-- Activity --
Print the lines of the data, starting with the first, up to and including the line where "Please mark all" appears.
───── Data extracts ─────
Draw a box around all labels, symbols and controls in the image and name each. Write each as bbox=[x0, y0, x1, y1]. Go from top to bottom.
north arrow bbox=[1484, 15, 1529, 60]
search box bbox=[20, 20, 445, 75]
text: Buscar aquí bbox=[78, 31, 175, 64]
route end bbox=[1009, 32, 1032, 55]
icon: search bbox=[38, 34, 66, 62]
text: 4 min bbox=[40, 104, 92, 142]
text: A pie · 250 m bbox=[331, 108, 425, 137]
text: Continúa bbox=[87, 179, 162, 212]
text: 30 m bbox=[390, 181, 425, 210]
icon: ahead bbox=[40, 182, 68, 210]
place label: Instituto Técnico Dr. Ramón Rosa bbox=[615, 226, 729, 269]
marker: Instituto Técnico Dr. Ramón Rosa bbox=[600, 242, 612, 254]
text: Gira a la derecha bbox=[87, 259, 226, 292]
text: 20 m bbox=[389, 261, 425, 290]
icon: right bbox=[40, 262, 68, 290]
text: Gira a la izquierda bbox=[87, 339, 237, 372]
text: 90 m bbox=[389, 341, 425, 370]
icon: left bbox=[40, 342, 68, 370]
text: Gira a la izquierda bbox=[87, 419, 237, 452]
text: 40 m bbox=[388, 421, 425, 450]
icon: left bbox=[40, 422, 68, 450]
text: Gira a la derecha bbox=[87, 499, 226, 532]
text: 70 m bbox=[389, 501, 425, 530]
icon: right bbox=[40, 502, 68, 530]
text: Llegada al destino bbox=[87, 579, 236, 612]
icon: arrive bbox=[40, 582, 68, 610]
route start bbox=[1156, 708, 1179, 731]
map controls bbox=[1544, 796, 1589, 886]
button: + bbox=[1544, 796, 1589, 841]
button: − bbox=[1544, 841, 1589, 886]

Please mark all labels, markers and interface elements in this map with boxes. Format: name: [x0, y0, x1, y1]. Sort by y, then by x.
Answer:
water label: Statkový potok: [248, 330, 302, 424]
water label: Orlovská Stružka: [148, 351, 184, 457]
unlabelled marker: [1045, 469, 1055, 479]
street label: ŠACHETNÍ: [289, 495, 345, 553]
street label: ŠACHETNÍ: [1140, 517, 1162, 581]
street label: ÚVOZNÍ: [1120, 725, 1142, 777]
─────
-- The answer --
Draw a box around all labels, symbols and controls in the image and name each. Write each as bbox=[x0, y0, x1, y1]. Go from top to bottom.
north arrow bbox=[1484, 15, 1529, 60]
search box bbox=[20, 20, 445, 75]
text: Buscar aquí bbox=[78, 31, 175, 64]
route end bbox=[1009, 32, 1032, 55]
icon: search bbox=[38, 34, 66, 62]
text: 4 min bbox=[40, 104, 92, 142]
text: A pie · 250 m bbox=[331, 108, 425, 137]
text: Continúa bbox=[87, 179, 162, 212]
text: 30 m bbox=[390, 181, 425, 210]
icon: ahead bbox=[40, 182, 68, 210]
place label: Instituto Técnico Dr. Ramón Rosa bbox=[615, 226, 729, 269]
marker: Instituto Técnico Dr. Ramón Rosa bbox=[600, 242, 612, 254]
text: Gira a la derecha bbox=[87, 259, 226, 292]
text: 20 m bbox=[389, 261, 425, 290]
icon: right bbox=[40, 262, 68, 290]
text: Gira a la izquierda bbox=[87, 339, 237, 372]
text: 90 m bbox=[389, 341, 425, 370]
icon: left bbox=[40, 342, 68, 370]
text: Gira a la izquierda bbox=[87, 419, 237, 452]
text: 40 m bbox=[388, 421, 425, 450]
icon: left bbox=[40, 422, 68, 450]
text: Gira a la derecha bbox=[87, 499, 226, 532]
text: 70 m bbox=[389, 501, 425, 530]
icon: right bbox=[40, 502, 68, 530]
text: Llegada al destino bbox=[87, 579, 236, 612]
icon: arrive bbox=[40, 582, 68, 610]
route start bbox=[1156, 708, 1179, 731]
map controls bbox=[1544, 796, 1589, 886]
button: + bbox=[1544, 796, 1589, 841]
button: − bbox=[1544, 841, 1589, 886]

Please mark all labels, markers and interface elements in this map with boxes. Format: name: [x0, y0, x1, y1]. Sort by y, then by x.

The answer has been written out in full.